Sales teams the difference

"Differentiation in competitive markets is everyone's biggest concern, but the question is, `What is the biggest point of differentiation?' [The differentiation] is usually the sales force, because it has face-to-face contact with the customer. Thus, if we lack the ability to create proper messaging for sales, it will have a significantly negative impact on the bottom line."

It is generally agreed that too many salespeople spend too much time out of the field cobbling together?poorly, at that?their own presentations. In addition to analyzing the amount of time sales devotes to nonselling activities, metrics can reveal the proportion of marketing materials that go unused, and the percentage of sales reps that try to develop their own messaging.

A 2004 study by the CMO Council showed that as much as 40% of a typical sales rep's time is spent in creating presentations, customizing messaging and preparing for pitches. Naturally gifted salespeople tend to succeed despite this; everyone else performs below potential.

"This impacts sales' productivity, which is their time and energy preparing to go into the field, compared with the results they get from that preparation," said Joe Galvin, VP-research director at Sirius Decisions, a best-practices consultancy. "The question is, what's the more productive task?putting together another presentation or thinking about the business challenges and how your solution can help?"

Gaining control of the messaging process also can improve marketing's accountability for the dollars assigned to it. In addition to helping demonstrate that the cost of developing collateral materials is not wasted, proper messaging can improve such key metrics as average deal size, win rate and sales cycle length, according to analysts.

"Does the seller know, when he talks about a product, that a related service might be very relevant?" asked John Aiello, CEO of Savo Group, maker of software that automates the delivery of tailored customer messages. "He would, if marketing provided the appropriate collateral when it counts in the sales cycle. When you put customer messages against metrics such as average deal size, the measurement becomes clear."

Realignment-driven changes

TeamQuest, a software company serving corporate IT departments, recently reorganized its sales teams around industries. The new verticality of the sales process made it obvious to management that better-tailored messages were in order.
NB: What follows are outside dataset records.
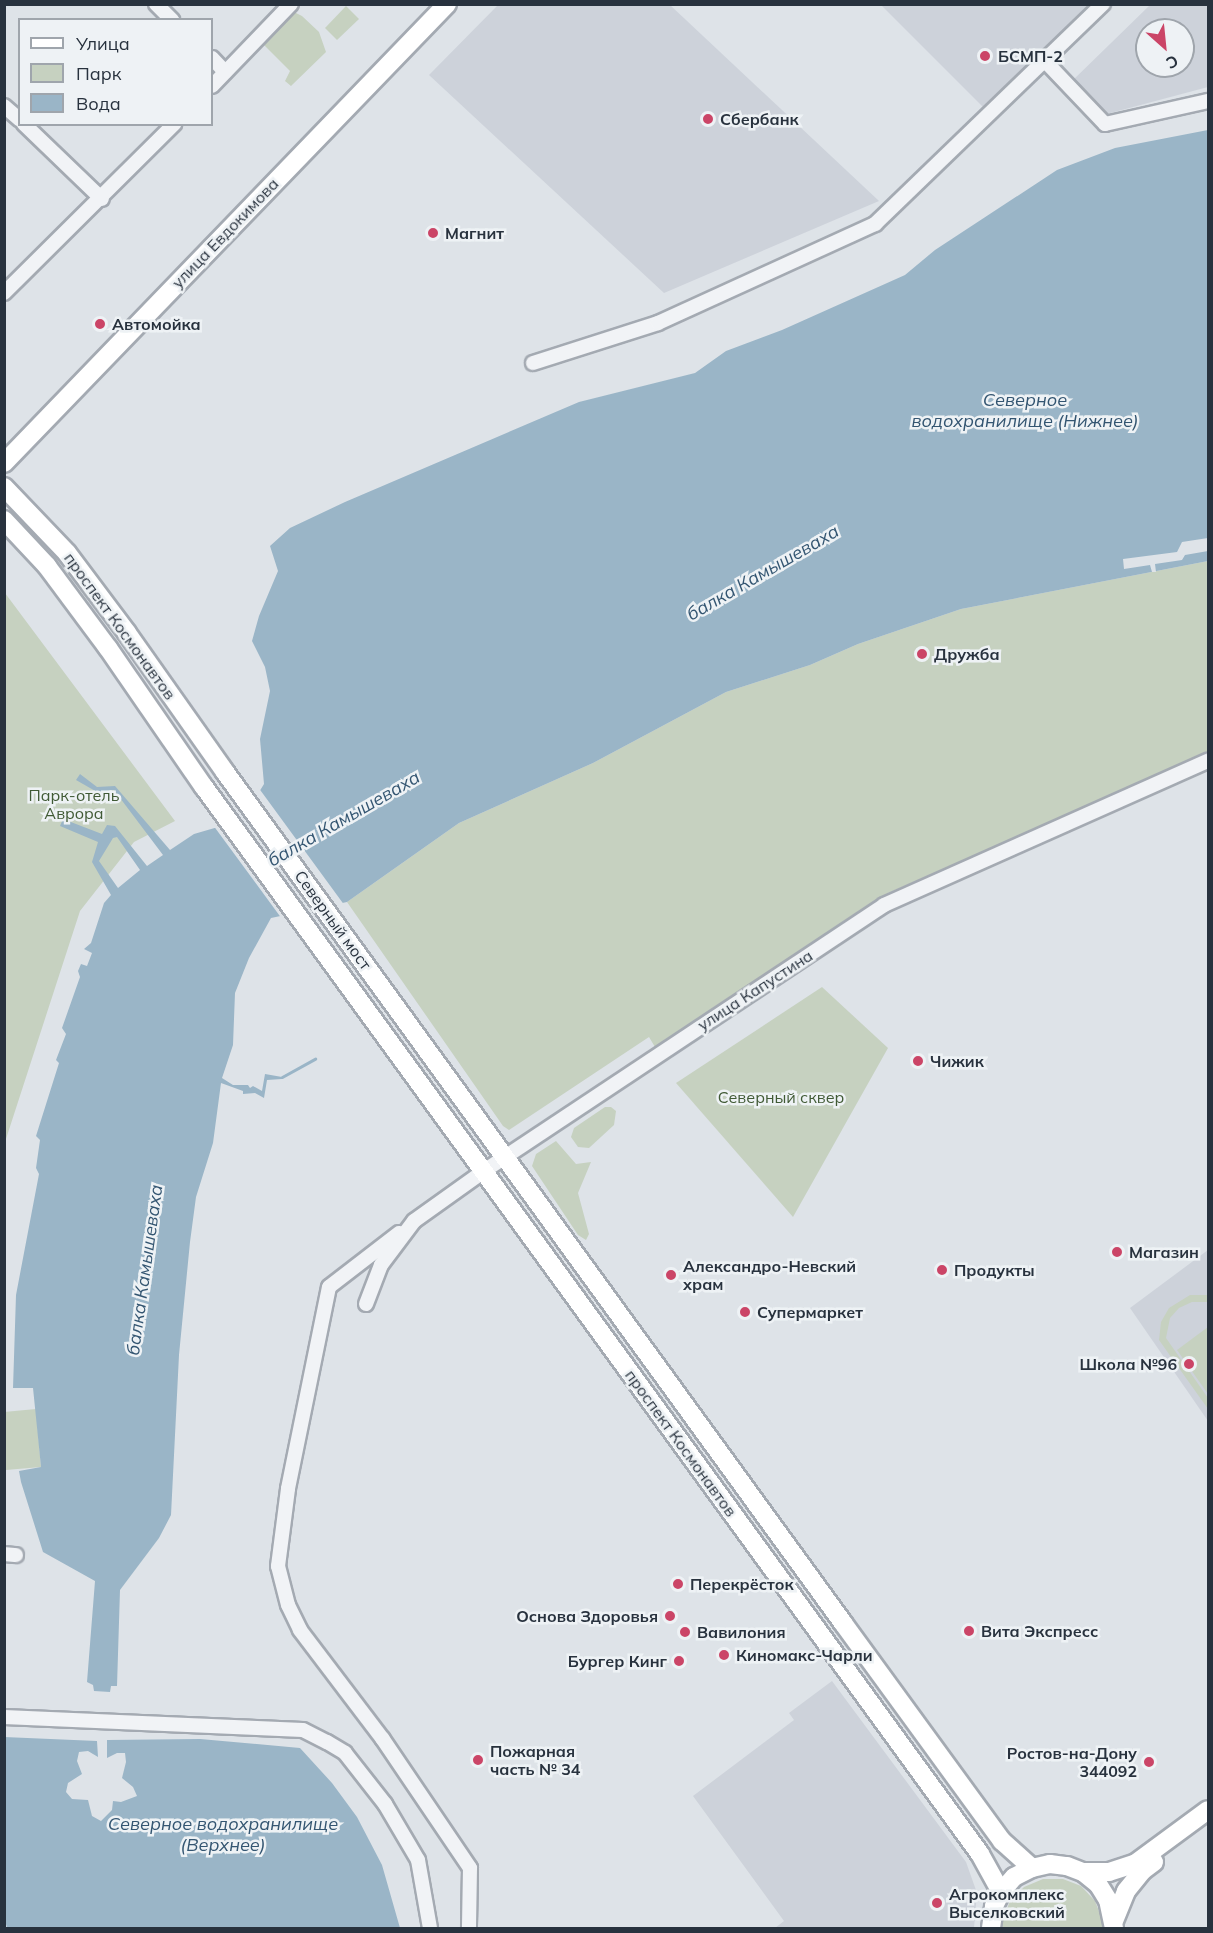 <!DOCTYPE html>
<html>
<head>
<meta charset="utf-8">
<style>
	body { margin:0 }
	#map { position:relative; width:1213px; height:1933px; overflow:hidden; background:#dee3e8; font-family:Mulish,sans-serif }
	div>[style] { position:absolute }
	.built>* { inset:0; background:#cdd2da }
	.green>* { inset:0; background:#c6d1c0 }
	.water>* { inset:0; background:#9ab5c7 }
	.pier>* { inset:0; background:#dee3e8 }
	.stream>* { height:3px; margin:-1.5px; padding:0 1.5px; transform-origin:1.5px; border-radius:1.5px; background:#9ab5c7 }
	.roads { filter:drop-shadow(2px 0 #a4aab2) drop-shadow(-2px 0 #a4aab2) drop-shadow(0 2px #a4aab2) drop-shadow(0 -2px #a4aab2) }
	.minor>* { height:14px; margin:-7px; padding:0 7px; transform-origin:7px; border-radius:7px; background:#f1f3f6 }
	.major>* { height:18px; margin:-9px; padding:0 9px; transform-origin:9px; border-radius:9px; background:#fff }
	.dots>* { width:16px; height:16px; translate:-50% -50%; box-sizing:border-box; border:3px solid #eef2f5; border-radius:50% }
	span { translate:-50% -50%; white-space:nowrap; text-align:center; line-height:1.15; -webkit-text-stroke:5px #eef2f5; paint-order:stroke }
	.poi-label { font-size:16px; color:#28323e; font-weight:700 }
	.left { translate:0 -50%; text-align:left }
	.right { translate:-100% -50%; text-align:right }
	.street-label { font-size:16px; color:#28323e }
	.park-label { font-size:16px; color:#405a35 }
	.water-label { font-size:18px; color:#335571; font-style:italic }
	.frame { position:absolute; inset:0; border:6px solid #28323e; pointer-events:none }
	.legend { position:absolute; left:18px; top:18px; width:195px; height:108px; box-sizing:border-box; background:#eef2f5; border:2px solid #9fa5ac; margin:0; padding:8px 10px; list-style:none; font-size:18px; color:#28323e }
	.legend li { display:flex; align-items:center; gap:12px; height:30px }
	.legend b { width:30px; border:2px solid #9fa5ac }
	.north { position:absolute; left:1135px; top:18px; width:60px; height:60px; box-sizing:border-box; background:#eef2f5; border:2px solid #9fa5ac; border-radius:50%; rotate:153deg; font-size:16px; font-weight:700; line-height:24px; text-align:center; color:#28323e }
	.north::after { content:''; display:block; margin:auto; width:21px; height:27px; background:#cb4567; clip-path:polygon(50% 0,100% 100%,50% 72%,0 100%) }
</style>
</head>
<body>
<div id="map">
	<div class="built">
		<div style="clip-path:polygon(498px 5px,670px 5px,879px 201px,664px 293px,429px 75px)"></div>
		<div style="clip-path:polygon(881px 5px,1090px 5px,984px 108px)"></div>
		<div style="clip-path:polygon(evenodd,1150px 5px,1208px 5px,1208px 87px,1103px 115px,1071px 82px,1150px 5px,1147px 30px,1183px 30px,1183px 66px,1147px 66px,1147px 30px)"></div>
		<div style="clip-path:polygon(1208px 1250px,1208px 1421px,1130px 1308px)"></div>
		<div style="clip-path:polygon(832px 1681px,966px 1862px,977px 1893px,974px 1928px,775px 1928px,784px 1921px,693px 1796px,794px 1720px,789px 1713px)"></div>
	</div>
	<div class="green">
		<div style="clip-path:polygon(346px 6px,359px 19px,337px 40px,325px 28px)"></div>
		<div style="clip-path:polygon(292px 11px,302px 16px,319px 32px,326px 52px,291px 86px,285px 81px,290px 71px,261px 42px)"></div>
		<div style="clip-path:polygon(1208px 561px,1208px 754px,888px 893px,655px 1047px,649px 1037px,509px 1130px,503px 1126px,347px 902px,459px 823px,593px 763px,726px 692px,810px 665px,858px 644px,961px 609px)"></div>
		<div style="clip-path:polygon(5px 593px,175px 821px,134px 842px,80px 911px,5px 1142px)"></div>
		<div style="clip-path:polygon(822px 987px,888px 1048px,793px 1217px,676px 1083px)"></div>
		<div style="clip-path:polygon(605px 1107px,611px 1107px,616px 1111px,614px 1125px,589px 1148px,578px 1147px,571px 1137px,574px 1128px)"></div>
		<div style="clip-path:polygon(556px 1141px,576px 1164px,591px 1162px,578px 1193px,589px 1234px,586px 1240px,578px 1235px,532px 1166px,536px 1154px)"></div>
		<div style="clip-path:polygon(1190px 1295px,1208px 1295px,1208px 1302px,1192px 1302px,1179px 1308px,1170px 1318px,1166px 1338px,1208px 1398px,1208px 1409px,1159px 1340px,1161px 1322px,1169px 1308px)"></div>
		<div style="clip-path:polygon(1208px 1327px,1208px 1394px,1177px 1350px)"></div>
		<div style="clip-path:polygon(36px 1409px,41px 1467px,6px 1470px,4px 1412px)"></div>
		<div style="clip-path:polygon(1043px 1879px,1063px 1879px,1081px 1886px,1095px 1901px,1102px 1919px,1102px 1928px,1003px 1928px,1003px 1919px,1010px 1901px,1024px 1887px)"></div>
	</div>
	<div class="water">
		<div style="clip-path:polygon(evenodd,1208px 130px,1208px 561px,961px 609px,858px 644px,810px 665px,726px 692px,593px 763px,459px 823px,347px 902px,271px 918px,249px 958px,235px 993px,233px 1045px,222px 1078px,233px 1085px,248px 1085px,250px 1088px,253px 1086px,262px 1091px,265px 1074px,282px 1077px,282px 1079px,267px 1080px,264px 1098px,255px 1093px,243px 1094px,243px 1091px,221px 1083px,213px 1143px,196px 1197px,190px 1242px,179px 1355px,171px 1515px,159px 1538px,120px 1590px,117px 1686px,111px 1686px,110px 1692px,94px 1691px,93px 1685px,87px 1682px,95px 1581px,43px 1552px,21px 1482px,19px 1471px,41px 1467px,33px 1388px,13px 1388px,16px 1295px,39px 1174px,36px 1168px,40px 1140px,36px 1136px,59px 1063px,56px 1060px,66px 1034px,62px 1028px,80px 977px,78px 971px,81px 964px,87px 966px,92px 953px,84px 949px,91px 943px,104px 903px,111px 895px,92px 862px,98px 842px,60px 826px,63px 819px,102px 834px,107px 825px,115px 826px,147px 866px,163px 855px,114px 790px,97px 792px,76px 780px,80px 774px,97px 787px,115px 786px,170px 850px,194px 834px,242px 820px,264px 784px,260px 739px,270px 691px,265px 667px,252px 641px,259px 616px,278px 571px,270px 546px,290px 528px,345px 502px,579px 402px,695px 373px,726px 351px,782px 330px,905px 275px,935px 250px,1057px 170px,1115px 148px,1208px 130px,117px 837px,140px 870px,118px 888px,99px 861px,113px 838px,117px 837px)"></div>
		<div style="clip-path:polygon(4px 1737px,97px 1741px,98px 1757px,88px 1751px,79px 1752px,77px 1761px,82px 1774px,68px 1783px,66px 1792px,72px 1799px,88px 1800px,92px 1816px,101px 1821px,112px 1810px,113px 1801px,121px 1802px,137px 1796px,133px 1787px,122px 1778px,126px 1762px,125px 1753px,117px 1753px,107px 1758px,107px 1740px,200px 1739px,300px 1748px,332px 1783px,357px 1817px,382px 1865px,400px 1928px,7px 1928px,4px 1916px)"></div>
	</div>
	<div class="pier">
		<div style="clip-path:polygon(1208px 538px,1208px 551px,1185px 555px,1182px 560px,1155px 564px,1156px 572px,1152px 572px,1150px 565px,1124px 569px,1123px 559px,1177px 552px,1182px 542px)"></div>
		<div style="clip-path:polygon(258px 787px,345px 906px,282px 919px,213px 825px,240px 817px)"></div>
	</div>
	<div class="stream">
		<div style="left:282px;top:1077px;width:38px;rotate:-29deg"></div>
	</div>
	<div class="roads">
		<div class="minor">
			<div style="left:156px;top:4px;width:23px;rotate:45deg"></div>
			<div style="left:212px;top:58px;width:19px;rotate:47deg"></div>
			<div style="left:1045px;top:61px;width:87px;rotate:46.4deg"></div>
			<div style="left:1105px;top:124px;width:106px;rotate:-12.6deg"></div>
			<div style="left:212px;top:86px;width:114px;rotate:-46.1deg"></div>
			<div style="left:4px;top:106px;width:21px;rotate:41deg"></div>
			<div style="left:24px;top:124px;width:108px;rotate:43.9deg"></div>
			<div style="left:4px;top:293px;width:240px;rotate:-44.8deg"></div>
			<div style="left:533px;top:363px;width:131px;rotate:-17.7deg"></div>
			<div style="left:658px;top:323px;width:239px;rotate:-24.5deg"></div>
			<div style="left:875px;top:224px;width:317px;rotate:-44deg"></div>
			<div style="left:399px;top:1233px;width:88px;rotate:142.4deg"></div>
			<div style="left:329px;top:1287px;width:206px;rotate:101.5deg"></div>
			<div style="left:288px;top:1489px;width:78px;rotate:97.4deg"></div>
			<div style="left:278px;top:1566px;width:40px;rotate:75.6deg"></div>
			<div style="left:288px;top:1605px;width:28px;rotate:64deg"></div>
			<div style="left:300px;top:1630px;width:136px;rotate:52.8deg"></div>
			<div style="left:382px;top:1738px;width:157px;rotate:55.9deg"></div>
			<div style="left:470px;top:1868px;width:60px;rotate:91deg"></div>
			<div style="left:366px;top:1304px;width:42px;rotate:-69deg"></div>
			<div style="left:381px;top:1265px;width:55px;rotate:-53.1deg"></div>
			<div style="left:414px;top:1221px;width:86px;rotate:-35.5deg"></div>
			<div style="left:484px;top:1171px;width:480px;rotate:-33.6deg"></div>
			<div style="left:884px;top:905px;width:355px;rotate:-24deg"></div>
			<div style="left:4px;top:1554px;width:12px;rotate:5deg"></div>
			<div style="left:4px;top:1717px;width:299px;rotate:2.5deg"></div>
			<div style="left:303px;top:1730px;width:27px;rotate:27deg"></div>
			<div style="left:327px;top:1742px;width:21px;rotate:31deg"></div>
			<div style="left:345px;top:1753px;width:65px;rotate:51.9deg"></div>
			<div style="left:385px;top:1804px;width:65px;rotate:59.5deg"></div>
			<div style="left:418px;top:1860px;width:69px;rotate:80deg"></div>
		</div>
		<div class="major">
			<div style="left:4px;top:463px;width:638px;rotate:-46.02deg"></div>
			<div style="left:4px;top:487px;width:91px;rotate:46.3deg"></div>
			<div style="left:67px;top:553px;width:100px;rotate:53.1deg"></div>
			<div style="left:127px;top:633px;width:170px;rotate:54.8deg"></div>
			<div style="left:225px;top:772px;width:1052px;rotate:54.01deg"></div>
			<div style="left:843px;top:1623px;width:270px;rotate:53.9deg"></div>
			<div style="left:1002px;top:1841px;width:40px;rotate:42deg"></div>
			<div style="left:4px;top:520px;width:63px;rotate:46.9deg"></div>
			<div style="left:47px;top:566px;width:102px;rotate:53.4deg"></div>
			<div style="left:108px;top:648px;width:169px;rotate:55.4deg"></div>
			<div style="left:204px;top:787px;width:1319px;rotate:53.97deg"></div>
			<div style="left:980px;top:1854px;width:43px;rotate:61.1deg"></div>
			<div style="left:1083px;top:1872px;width:26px"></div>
			<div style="left:1109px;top:1872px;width:28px;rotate:-18deg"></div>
			<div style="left:1136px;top:1863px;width:89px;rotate:-36.4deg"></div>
			<div style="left:1114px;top:1921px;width:32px;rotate:-68deg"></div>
			<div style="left:1126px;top:1891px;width:26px;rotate:-51deg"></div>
			<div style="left:1142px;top:1871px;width:15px;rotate:-37deg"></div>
			<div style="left:991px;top:1928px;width:22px;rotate:-82deg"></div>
			<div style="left:994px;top:1906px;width:16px;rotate:-63deg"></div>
			<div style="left:1001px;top:1892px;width:20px;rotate:-49deg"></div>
			<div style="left:1014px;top:1877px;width:20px;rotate:-27deg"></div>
			<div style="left:1032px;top:1868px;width:18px;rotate:-13deg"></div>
			<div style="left:1050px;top:1864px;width:17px;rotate:7deg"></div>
			<div style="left:1067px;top:1866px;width:17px;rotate:21deg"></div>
			<div style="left:1083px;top:1872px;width:19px;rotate:39deg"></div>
			<div style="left:1098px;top:1884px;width:19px;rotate:58deg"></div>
			<div style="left:1108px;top:1900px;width:29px;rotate:78deg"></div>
		</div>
	</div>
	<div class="dots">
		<div style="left:985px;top:56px;background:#cb4567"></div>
		<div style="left:708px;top:119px;background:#cb4567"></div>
		<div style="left:433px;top:233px;background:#cb4567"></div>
		<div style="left:100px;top:324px;background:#cb4567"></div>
		<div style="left:922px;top:654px;background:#cb4567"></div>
		<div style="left:918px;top:1061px;background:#cb4567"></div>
		<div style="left:1117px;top:1252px;background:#cb4567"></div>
		<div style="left:942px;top:1270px;background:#cb4567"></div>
		<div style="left:671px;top:1275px;background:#cb4567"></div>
		<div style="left:745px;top:1312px;background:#cb4567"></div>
		<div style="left:1189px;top:1364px;background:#cb4567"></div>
		<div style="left:678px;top:1584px;background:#cb4567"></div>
		<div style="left:670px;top:1616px;background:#cb4567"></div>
		<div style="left:969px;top:1631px;background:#cb4567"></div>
		<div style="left:685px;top:1632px;background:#cb4567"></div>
		<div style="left:724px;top:1655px;background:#cb4567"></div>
		<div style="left:679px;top:1661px;background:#cb4567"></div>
		<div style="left:478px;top:1760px;background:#cb4567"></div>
		<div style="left:1149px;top:1762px;background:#cb4567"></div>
		<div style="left:937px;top:1903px;background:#cb4567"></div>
	</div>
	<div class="poi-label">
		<span class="left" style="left:998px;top:56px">БСМП-2</span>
		<span class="left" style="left:720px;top:119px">Сбербанк</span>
		<span class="left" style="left:445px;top:233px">Магнит</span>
		<span class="left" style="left:112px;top:324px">Автомойка</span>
		<span class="left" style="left:934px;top:654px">Дружба</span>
		<span class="left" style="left:930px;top:1061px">Чижик</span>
		<span class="left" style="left:1129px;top:1252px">Магазин</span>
		<span class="left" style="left:683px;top:1275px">Александро-Невский<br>храм</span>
		<span class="left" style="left:954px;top:1270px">Продукты</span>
		<span class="left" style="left:757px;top:1312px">Супермаркет</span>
		<span class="right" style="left:1177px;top:1364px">Школа №96</span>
		<span class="left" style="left:690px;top:1584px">Перекрёсток</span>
		<span class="right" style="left:658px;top:1616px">Основа Здоровья</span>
		<span class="left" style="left:981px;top:1631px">Вита Экспресс</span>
		<span class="left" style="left:697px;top:1632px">Вавилония</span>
		<span class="left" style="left:736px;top:1655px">Киномакс-Чарли</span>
		<span class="right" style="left:667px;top:1661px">Бургер Кинг</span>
		<span class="left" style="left:490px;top:1760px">Пожарная<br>часть № 34</span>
		<span class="right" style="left:1137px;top:1762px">Ростов-на-Дону<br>344092</span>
		<span class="left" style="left:949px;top:1903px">Агрокомплекс<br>Выселковский</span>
	</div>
	<div class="street-label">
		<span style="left:225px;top:233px;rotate:-46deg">улица Евдокимова</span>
		<span style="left:120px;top:626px;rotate:54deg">проспект Космонавтов</span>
		<span style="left:333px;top:920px;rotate:54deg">Северный мост</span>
		<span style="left:755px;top:990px;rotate:-33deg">улица Капустина</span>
		<span style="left:681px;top:1443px;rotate:54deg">проспект Космонавтов</span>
	</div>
	<div class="park-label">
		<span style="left:74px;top:804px">Парк-отель<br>Аврора</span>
		<span style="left:781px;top:1097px">Северный сквер</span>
	</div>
	<div class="water-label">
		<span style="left:1025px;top:411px">Северное<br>водохранилище (Нижнее)</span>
		<span style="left:763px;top:573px;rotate:-30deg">балка Камышеваха</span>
		<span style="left:344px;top:819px;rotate:-30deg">балка Камышеваха</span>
		<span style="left:145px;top:1270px;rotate:-82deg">балка Камышеваха</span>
		<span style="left:223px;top:1835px">Северное водохранилище<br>(Верхнее)</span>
	</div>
	<div class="frame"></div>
	<ul class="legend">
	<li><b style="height:8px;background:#fff"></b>Улица</li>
	<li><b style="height:16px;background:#c6d1c0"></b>Парк</li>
	<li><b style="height:16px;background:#9ab5c7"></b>Вода</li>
	</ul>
	<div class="north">С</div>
</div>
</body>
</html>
In addition, the realignment was a golden opportunity to cure its marketing-sales integration woes.

"Before we overhauled our customer messaging, marketing would start campaigns and throw them over the wall to sales," said Jennifer Merfeld, TeamQuest's director of marketing communications. "We had no idea if sales was picking up on the campaigns and using consistent messages. It was like a black hole."

TeamQuest used CMM Group to analyze its messaging processes, and together with sales created new collateral. Distribution and customization was improved with a new intranet portal, allowing salespeople to input data on customer needs and business drivers, then download the proper collateral and slide presentations tailored to specific customers and their pain points.

The system was launched in January. By April, TeamQuest identified the first sale closed via the new messaging system, a deal eight times the company average and finalized in one-third the length of a typical sales cycle, Merfeld said. She also said customer feedback about the better solutions-based orientation of TeamQuest proposals has been very positive.

Measuring overall effectiveness of improved customer message management shouldn't be difficult because of the activities that can be linked to it. A study by consultancy CSO Insights identified companies that described themselves as "worldclass" in terms of consistent customer messages provided effectively to sales, and with collateral driven by market segments and customer needs.

As a group, the "worldclass" companies outpaced other firms in quota achievement by 25%; had win rates that were 20% higher; were three times more successful in proposal closing; and five times better at eliminating excessive discounting.